While the mysterious blackmail letter sent to Khadija was apparently from Moscow and not Baku, this is surely beside the point. The intent, if the letter is what Khadija claims it to be, is to silence one of Azerbaijan’s most courageous voices.
Authoritarian governments and their allies often resort to this sort of crude tactic to send a chilling message to political opponents and journalists. Vladimir Putin’s Russia, for example, has seen the release of a number of explicit, sexually-oriented videos of people such as Russian Newsweek editor Mikhail Fishman and satirist Viktor Shenderovich. Both men appeared on separate tapes with the same woman, who had managed by 2010 to entrap at least six opposition figures in this way. Fishman appeared on the tape to be using cocaine while enjoying the company of the scantily-clad young woman, since then identified as Ekaterina Gerasimova.
Back in Azerbaijan, Lider TV (owned by a cousin of President Aliyev) aired a similar tape last year of two opposition activists engaged in compromising sexual behavior, coincidentally during Azerbaijan’s “Arab Spring” unrest.
And in late 2010, Lider broadcast video tape of opposition newspaper editor Azer Ahmedov having graphic sex with someone other than his wife.
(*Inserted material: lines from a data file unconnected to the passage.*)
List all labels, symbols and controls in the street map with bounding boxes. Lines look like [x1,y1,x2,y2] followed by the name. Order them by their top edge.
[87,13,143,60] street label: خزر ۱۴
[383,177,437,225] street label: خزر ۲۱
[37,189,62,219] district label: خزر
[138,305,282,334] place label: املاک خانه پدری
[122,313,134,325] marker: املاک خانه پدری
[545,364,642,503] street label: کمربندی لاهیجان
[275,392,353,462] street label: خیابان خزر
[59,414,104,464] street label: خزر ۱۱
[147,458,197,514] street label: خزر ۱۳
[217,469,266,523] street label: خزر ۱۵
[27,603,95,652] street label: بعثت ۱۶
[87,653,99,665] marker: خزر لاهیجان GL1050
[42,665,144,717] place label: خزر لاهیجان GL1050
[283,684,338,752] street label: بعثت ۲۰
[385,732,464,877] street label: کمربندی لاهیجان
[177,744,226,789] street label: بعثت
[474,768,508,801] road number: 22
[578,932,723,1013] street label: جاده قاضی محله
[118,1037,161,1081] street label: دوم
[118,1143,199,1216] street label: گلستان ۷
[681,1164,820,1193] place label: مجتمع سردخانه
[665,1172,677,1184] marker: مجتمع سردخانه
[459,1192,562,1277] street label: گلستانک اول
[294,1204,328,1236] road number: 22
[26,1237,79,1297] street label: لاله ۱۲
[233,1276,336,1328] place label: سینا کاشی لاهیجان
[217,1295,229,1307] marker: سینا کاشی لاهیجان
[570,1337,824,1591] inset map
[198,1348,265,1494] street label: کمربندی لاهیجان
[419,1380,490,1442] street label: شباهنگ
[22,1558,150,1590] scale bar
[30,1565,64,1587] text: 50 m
Incredibly, Lider hyped the tape and urged viewers to watch the uncensored segment, which they referred to as “The Naked Truth of the Opposition,” on its “Seda” news program.
In a bizarre bit of political analysis, the announcer ponderously told viewers that the video was a result of “asymmetric policy from the West,” adding that “we have to show this to the Western world, especially to France, so they know that their methods are very close to our opposition.”
Yes, I know that’s a bagful of non sequiturs, but it’s also a typical example of the multi-year slander campaign against opposition parties that has rendered them a mute and ineffective force.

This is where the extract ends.